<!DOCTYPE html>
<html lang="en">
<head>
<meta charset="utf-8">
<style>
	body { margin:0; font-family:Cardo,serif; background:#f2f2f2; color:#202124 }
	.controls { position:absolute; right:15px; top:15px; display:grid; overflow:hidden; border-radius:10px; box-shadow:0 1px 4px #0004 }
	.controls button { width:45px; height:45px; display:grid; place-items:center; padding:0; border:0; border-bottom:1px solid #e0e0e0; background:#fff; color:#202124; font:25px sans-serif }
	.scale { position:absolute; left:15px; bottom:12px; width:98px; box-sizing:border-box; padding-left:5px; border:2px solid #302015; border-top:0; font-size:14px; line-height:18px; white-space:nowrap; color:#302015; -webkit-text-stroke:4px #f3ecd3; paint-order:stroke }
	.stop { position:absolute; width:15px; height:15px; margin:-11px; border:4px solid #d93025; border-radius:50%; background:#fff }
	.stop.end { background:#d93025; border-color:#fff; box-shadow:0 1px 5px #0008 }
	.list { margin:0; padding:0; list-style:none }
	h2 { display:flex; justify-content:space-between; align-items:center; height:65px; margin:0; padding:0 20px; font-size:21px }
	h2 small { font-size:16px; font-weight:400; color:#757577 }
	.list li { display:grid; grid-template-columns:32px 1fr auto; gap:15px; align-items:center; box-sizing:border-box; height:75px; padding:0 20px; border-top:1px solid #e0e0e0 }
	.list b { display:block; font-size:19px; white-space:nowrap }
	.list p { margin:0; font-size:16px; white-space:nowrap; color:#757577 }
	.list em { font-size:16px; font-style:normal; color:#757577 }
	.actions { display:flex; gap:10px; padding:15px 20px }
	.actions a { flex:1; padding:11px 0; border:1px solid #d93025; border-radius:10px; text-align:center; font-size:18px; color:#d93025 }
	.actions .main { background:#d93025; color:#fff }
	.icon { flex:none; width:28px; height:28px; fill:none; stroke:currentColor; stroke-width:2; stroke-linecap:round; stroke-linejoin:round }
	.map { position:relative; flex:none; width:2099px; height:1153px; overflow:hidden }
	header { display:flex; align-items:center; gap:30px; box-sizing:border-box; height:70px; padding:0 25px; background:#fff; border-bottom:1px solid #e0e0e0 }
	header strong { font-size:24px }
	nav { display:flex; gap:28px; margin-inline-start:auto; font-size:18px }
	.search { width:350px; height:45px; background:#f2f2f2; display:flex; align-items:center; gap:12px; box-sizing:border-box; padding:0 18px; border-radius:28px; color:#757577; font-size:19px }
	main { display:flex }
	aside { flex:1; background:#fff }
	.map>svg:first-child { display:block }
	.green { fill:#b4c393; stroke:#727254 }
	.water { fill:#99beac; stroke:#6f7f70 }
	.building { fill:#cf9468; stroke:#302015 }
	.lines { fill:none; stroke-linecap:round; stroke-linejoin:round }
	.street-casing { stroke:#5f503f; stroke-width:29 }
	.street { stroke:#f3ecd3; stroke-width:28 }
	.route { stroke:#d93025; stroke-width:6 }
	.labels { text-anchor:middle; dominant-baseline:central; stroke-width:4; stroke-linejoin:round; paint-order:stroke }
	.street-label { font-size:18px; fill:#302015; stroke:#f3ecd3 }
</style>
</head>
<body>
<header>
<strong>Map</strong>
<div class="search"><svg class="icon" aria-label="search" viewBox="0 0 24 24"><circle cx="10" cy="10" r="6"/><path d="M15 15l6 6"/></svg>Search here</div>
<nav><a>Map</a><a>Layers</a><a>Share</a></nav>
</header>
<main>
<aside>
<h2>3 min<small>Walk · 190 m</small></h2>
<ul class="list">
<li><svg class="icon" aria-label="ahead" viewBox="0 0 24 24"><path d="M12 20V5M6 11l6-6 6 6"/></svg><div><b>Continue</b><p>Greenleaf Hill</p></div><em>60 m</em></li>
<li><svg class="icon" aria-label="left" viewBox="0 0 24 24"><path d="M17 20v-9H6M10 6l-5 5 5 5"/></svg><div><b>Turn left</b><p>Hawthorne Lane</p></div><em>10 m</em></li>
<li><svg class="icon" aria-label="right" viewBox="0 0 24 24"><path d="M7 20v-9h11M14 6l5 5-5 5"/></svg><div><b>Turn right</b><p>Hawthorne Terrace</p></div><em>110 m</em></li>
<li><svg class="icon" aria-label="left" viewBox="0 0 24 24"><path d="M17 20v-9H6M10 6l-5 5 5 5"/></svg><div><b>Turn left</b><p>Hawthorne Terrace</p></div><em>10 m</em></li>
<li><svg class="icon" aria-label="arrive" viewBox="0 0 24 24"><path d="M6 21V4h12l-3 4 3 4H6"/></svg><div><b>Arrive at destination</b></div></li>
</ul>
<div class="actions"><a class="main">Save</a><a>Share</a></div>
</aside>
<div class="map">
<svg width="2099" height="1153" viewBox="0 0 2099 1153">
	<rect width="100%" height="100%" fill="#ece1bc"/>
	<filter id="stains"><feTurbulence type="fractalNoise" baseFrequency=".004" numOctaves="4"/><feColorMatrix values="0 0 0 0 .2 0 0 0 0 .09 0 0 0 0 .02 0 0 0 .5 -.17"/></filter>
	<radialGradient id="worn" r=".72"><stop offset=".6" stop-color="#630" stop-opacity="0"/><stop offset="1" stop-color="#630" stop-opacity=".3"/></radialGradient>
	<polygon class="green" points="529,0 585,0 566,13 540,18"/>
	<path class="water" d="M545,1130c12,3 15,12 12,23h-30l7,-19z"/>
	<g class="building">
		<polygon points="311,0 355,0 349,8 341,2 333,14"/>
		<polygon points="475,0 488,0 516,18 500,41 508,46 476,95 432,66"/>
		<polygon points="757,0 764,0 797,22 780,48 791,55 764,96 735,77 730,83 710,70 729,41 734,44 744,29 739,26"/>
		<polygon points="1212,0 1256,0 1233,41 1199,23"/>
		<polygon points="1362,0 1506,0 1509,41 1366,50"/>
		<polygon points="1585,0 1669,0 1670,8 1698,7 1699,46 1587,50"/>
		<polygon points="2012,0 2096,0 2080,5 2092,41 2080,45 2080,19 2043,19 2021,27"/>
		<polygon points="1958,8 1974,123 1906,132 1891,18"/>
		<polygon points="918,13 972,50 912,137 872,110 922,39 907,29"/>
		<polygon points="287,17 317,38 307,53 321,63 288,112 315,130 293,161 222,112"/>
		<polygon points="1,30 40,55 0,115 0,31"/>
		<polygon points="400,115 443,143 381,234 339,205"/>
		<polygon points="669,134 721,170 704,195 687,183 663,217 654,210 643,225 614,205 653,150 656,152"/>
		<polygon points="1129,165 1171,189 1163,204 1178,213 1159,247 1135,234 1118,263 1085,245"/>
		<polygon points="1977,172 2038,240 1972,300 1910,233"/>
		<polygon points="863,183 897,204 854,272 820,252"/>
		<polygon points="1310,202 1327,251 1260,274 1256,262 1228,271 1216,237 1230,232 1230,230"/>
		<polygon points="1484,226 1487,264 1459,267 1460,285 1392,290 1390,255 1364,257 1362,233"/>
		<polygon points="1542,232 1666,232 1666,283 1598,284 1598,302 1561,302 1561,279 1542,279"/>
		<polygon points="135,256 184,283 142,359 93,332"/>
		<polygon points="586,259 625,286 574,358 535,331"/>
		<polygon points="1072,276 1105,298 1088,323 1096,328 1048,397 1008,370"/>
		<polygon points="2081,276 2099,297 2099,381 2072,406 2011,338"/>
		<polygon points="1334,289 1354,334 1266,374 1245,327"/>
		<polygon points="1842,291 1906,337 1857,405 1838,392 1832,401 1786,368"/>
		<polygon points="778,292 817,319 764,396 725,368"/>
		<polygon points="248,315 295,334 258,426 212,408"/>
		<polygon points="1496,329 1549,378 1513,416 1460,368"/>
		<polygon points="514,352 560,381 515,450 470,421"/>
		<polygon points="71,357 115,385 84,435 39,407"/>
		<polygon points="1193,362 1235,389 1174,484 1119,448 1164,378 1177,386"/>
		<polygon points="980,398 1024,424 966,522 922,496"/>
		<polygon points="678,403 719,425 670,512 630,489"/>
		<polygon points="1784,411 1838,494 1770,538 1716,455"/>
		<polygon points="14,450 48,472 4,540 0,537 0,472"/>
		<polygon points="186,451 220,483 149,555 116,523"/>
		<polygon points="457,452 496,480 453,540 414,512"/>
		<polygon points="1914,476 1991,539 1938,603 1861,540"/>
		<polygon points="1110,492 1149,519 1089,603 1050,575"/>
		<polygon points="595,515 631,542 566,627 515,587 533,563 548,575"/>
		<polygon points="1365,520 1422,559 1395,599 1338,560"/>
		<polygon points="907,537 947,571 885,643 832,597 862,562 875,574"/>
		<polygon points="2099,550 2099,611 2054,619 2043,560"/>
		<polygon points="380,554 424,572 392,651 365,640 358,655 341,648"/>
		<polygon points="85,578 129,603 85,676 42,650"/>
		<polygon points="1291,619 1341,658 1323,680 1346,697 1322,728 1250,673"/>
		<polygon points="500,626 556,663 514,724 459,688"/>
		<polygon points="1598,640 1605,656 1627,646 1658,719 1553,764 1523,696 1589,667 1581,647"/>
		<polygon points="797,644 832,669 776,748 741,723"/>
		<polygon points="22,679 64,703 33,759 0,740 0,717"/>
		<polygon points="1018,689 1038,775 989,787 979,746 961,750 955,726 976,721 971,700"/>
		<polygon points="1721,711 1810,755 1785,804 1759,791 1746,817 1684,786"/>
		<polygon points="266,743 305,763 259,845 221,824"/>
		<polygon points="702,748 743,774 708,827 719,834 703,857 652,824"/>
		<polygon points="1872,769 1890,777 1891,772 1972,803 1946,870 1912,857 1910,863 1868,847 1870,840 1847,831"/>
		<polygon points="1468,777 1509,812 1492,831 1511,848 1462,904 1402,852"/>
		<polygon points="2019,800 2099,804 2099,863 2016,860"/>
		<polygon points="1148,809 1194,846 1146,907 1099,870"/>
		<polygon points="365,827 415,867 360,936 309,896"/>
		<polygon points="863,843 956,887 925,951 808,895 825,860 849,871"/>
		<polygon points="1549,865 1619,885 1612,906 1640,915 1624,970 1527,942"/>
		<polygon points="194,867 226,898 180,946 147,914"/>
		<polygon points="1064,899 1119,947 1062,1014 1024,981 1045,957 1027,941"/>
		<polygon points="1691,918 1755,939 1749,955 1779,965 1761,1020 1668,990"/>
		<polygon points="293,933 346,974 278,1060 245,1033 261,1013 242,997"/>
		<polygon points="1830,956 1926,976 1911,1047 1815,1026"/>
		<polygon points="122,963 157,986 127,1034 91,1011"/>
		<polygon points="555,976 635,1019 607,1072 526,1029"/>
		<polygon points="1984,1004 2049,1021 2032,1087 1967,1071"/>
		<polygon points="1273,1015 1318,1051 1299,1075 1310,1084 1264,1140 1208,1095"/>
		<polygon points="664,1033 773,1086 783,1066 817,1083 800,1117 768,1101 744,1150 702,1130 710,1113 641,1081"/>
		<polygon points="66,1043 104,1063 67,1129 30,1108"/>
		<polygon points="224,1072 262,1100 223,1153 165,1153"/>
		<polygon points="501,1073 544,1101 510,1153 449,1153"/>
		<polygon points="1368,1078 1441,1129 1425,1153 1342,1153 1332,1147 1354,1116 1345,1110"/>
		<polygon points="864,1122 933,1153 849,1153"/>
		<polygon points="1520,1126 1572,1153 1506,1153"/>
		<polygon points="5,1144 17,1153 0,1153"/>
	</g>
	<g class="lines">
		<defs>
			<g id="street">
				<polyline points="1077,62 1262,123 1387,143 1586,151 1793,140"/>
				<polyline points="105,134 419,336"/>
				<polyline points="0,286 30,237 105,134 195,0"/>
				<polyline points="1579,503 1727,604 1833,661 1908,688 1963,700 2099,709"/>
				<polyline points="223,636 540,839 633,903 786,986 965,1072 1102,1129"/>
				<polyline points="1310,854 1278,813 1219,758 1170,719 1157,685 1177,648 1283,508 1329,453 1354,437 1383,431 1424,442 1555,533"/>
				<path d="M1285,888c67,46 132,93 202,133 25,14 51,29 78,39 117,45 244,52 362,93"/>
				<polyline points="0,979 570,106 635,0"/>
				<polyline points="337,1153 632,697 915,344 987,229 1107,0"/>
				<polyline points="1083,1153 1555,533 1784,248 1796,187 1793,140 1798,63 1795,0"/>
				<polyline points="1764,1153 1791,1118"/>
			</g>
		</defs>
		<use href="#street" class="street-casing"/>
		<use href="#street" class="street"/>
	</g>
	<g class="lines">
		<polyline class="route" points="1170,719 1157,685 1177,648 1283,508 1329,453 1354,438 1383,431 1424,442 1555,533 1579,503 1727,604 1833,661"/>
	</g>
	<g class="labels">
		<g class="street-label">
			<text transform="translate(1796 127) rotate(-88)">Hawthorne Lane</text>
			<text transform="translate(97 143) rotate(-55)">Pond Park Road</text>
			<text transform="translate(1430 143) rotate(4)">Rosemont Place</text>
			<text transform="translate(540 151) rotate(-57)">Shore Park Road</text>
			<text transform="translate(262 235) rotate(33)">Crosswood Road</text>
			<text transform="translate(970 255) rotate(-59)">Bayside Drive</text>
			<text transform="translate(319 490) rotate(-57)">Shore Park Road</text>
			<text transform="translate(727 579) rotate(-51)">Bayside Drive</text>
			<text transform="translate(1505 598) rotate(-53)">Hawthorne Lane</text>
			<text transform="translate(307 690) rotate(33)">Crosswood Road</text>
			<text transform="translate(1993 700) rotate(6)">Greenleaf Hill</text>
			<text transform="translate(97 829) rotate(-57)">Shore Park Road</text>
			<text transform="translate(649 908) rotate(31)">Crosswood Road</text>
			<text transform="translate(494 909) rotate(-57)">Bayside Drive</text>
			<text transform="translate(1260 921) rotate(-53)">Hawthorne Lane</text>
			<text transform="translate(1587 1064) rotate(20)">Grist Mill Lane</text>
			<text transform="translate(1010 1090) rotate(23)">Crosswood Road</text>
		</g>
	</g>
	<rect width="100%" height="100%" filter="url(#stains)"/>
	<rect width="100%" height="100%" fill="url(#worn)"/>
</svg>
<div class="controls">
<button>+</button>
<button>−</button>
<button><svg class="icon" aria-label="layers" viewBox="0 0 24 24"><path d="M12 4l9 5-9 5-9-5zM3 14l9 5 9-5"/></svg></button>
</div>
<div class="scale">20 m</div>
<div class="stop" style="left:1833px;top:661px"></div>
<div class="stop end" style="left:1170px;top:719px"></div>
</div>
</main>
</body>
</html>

---

Exercise directions:
Among the records, find the lines that contain "scale" and copy each of them.

Reply to the exercise:
	.scale { position:absolute; left:15px; bottom:12px; width:98px; box-sizing:border-box; padding-left:5px; border:2px solid #302015; border-top:0; font-size:14px; line-height:18px; white-space:nowrap; color:#302015; -webkit-text-stroke:4px #f3ecd3; paint-order:stroke }
<div class="scale">20 m</div>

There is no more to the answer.